[Data section — start]

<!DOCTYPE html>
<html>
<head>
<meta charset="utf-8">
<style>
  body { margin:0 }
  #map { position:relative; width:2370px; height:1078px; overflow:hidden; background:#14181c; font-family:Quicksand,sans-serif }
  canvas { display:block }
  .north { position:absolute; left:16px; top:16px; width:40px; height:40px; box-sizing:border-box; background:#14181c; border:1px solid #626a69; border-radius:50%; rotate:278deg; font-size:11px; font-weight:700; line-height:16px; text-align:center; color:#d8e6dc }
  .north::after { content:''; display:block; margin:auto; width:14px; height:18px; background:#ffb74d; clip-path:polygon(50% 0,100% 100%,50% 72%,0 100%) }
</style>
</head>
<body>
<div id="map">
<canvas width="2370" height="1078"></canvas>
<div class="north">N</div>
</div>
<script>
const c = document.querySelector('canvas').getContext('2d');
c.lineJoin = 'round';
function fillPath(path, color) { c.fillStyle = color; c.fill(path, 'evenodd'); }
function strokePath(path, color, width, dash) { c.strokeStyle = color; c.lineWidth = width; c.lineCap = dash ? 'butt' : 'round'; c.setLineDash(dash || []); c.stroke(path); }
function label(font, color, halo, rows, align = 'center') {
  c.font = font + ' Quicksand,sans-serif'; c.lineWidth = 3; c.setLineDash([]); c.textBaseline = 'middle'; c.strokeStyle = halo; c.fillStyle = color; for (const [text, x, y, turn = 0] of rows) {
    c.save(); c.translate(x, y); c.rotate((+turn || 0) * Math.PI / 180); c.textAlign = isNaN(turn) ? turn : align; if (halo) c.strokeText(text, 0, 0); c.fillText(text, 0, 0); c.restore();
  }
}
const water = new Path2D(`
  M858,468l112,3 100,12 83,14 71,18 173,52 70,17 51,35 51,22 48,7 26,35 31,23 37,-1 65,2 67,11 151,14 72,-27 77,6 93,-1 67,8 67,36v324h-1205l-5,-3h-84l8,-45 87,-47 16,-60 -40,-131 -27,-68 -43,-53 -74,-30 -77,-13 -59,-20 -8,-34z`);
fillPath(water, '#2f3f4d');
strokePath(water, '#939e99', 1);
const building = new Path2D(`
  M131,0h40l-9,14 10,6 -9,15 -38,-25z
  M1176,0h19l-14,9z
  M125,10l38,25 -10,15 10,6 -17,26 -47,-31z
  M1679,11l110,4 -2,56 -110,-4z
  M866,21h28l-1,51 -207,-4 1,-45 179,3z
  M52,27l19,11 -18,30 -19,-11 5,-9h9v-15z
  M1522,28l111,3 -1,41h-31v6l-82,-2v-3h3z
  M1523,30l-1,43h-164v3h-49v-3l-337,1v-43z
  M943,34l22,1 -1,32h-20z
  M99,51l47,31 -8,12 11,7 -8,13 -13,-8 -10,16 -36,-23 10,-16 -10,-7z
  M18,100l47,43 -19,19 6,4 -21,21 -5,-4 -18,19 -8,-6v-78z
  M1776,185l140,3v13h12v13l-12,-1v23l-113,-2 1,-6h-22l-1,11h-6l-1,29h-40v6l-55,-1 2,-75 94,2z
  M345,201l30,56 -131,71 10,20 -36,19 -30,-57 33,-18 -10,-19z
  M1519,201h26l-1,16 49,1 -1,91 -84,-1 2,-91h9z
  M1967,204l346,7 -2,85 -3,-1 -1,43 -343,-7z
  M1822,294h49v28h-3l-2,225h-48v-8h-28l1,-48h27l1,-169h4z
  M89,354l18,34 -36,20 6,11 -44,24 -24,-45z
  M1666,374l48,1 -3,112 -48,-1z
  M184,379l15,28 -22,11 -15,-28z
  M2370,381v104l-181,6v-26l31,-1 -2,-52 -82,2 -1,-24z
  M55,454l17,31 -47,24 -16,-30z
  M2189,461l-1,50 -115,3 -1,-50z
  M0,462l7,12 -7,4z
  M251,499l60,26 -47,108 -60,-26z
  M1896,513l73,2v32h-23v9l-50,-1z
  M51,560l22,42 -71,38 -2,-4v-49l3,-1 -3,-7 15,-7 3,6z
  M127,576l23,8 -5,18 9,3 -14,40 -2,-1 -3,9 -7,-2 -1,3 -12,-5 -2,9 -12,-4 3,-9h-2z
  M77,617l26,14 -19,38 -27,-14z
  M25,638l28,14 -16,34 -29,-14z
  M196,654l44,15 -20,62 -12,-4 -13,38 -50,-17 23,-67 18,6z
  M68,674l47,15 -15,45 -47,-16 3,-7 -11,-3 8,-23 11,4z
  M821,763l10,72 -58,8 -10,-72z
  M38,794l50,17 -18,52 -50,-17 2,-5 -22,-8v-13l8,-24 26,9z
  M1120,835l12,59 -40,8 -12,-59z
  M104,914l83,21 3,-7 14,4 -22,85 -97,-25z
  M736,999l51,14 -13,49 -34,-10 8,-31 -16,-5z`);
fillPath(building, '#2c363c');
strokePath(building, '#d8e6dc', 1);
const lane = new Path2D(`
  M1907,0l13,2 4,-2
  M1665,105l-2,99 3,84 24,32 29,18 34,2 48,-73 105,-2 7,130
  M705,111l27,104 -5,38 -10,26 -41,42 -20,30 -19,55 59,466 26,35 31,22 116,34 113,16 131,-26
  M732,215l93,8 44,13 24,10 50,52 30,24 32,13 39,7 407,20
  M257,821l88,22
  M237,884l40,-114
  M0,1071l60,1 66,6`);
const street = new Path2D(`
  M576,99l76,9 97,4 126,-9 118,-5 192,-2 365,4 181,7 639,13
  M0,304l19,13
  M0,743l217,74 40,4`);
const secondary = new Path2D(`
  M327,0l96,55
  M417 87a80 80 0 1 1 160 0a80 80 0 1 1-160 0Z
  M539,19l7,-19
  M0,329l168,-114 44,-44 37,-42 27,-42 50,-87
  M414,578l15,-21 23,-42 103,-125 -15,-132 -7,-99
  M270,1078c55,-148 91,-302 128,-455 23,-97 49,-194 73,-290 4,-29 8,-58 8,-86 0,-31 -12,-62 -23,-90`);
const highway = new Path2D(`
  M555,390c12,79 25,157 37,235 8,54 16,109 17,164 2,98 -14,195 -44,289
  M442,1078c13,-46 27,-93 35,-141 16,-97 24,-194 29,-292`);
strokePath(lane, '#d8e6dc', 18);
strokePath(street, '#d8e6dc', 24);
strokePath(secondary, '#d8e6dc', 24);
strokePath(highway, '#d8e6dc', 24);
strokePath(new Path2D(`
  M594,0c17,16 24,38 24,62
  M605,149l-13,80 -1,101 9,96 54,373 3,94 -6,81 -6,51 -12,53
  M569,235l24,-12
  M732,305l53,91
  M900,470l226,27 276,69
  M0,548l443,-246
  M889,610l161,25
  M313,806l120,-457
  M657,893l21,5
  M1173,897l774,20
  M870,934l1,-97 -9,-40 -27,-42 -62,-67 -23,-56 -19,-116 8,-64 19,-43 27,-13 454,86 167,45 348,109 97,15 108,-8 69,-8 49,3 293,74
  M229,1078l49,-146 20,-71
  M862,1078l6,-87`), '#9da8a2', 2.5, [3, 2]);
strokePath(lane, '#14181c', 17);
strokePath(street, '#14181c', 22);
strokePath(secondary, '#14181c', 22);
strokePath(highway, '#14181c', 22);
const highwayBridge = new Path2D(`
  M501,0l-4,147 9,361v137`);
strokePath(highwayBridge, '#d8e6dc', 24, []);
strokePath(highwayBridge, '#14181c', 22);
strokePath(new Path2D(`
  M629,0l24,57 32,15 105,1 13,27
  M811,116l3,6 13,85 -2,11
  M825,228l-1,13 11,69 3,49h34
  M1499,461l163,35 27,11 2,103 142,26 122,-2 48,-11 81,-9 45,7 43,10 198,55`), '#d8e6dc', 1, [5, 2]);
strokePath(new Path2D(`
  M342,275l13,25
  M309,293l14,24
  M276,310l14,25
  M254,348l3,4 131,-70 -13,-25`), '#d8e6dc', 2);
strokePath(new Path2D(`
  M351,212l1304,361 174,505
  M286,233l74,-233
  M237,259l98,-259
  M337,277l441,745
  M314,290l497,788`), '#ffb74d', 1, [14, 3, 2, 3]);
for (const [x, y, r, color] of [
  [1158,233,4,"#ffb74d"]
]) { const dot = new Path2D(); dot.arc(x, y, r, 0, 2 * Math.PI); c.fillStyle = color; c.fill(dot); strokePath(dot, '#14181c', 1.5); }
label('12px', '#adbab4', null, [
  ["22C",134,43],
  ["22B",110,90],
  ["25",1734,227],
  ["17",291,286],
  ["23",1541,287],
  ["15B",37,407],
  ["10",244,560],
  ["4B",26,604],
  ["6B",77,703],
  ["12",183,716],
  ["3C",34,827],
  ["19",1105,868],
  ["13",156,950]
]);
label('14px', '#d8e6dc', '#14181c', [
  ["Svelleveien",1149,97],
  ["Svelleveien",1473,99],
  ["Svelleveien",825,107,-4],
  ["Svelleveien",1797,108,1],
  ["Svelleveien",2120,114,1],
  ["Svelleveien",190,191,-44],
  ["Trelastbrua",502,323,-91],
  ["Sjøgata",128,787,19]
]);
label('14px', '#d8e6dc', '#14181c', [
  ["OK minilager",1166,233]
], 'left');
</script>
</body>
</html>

[Data section — finish]

§ **Description of the task**
Each line of the data above containing the string "rows" is to be copied.

§ **Result**
function label(font, color, halo, rows, align = 'center') {
  c.font = font + ' Quicksand,sans-serif'; c.lineWidth = 3; c.setLineDash([]); c.textBaseline = 'middle'; c.strokeStyle = halo; c.fillStyle = color; for (const [text, x, y, turn = 0] of rows) {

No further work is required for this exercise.